The origins of the case were in a warning issued to one school that its default rate was over 28 per cent and it had to take action to bring it down. There was some back and forth on the issue, then the school lost its designation in 2011. The proprietor complained that it was not told a review was concluded, didn’t know it had to make representations and information on the case wasn’t shared with the institution. He argued that misinformation and incorrect calculations were used to suspend the school. The proceedings against the other college followed a similar track.
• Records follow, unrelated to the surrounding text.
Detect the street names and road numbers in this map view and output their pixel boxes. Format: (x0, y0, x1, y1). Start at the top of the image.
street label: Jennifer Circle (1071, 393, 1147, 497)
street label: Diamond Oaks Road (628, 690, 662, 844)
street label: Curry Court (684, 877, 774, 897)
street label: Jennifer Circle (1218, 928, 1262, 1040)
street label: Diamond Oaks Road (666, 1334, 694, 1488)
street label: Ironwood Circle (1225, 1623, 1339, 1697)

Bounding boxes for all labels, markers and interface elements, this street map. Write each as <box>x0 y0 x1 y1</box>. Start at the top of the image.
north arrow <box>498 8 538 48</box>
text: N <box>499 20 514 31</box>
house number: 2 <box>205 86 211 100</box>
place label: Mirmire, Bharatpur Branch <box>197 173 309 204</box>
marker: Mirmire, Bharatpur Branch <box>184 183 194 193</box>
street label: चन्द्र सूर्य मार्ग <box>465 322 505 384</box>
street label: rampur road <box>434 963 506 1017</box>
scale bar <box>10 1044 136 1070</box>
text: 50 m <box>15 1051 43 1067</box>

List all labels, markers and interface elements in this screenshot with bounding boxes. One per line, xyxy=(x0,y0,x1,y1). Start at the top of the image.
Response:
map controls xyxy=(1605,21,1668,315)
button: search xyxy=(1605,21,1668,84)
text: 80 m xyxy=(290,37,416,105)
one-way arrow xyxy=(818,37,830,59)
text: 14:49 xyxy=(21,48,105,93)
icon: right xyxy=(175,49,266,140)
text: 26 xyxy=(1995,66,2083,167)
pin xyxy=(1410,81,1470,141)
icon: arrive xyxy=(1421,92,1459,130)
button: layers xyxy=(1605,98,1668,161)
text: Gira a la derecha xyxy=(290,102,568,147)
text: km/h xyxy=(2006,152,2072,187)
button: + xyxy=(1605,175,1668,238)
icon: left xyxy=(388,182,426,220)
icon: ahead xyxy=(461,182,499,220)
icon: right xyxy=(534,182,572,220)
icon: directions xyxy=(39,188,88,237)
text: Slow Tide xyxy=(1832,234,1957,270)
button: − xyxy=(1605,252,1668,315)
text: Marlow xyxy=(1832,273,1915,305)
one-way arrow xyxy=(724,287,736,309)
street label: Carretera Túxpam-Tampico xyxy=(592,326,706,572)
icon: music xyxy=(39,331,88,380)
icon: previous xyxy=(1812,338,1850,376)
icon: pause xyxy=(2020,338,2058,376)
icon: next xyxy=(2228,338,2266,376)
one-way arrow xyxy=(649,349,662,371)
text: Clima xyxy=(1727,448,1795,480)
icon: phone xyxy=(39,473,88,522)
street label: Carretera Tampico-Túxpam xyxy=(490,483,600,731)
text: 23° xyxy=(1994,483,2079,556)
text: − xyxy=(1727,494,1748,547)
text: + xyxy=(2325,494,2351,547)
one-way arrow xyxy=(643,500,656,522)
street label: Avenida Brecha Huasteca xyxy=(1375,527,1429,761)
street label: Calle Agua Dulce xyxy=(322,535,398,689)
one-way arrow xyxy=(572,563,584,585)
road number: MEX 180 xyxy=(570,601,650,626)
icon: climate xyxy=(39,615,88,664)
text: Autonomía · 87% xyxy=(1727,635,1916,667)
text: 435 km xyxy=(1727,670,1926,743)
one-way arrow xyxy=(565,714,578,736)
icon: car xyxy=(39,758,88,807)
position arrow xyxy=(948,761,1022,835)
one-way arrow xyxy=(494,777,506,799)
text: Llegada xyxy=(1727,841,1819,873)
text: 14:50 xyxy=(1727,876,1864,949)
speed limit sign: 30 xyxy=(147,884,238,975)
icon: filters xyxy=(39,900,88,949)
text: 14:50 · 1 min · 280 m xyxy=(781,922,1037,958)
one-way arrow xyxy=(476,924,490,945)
The judge found the school was “largely in the dark about how the decision had been made in the first instance.”

It hadn’t been allowed to make a submission before the ruling, and didn’t know about certain documents, or the existence of a committee that was an important part of the process.

As for the default rate, it was blamed on the fact training college student population is from a much higher-risk background than those at public institutions. There is a much higher percentage of students who are underemployed, underprivileged and facing multiple barriers to employment. The higher default rate is almost a given.

There was a subsequent argument about the judge’s decision on costs. The institutes won that as well. It’s believed to be the first time special costs have been levied against an administrative tribunal. They were levied partly because StudentAid B.C. cast itself in an adversarial role, said the judge. Instead of explaining the suspension order to the court, the official became an advocate for the faulty decision. The judge was troubled that when the outfit is obliged to reconsider its own decisions, its fairness and impartiality appeared compromised.

The costs order is being appealed by the government.

In the meantime, the core review looked into the regulation of such schools, where there have been complaints that school operators are passing judgment on themselves when complaints arise.

There was a flurry of activity in the sector. Virk ordered most of them to conduct annual audits — an expensive new requirement — and a number of new bylaws were passed to tighten up regulation.

(Coincidentally, the two successful plaintiffs were elected by the membership to the board of directors last month.)

Then Virk and Core Review Minister Bill Bennett concluded oversight of such schools will be brought in-house. They suspended the board and named a senior bureaucrat to start dissolving the agency, although it will take at least nine months to get the legislation done. It was never directly responsible for student loans, but the default rate seems to be in the background of the decision to take over the responsibility.

If they’re planning a crackdown, they’ll have to be more careful than they have been in the past.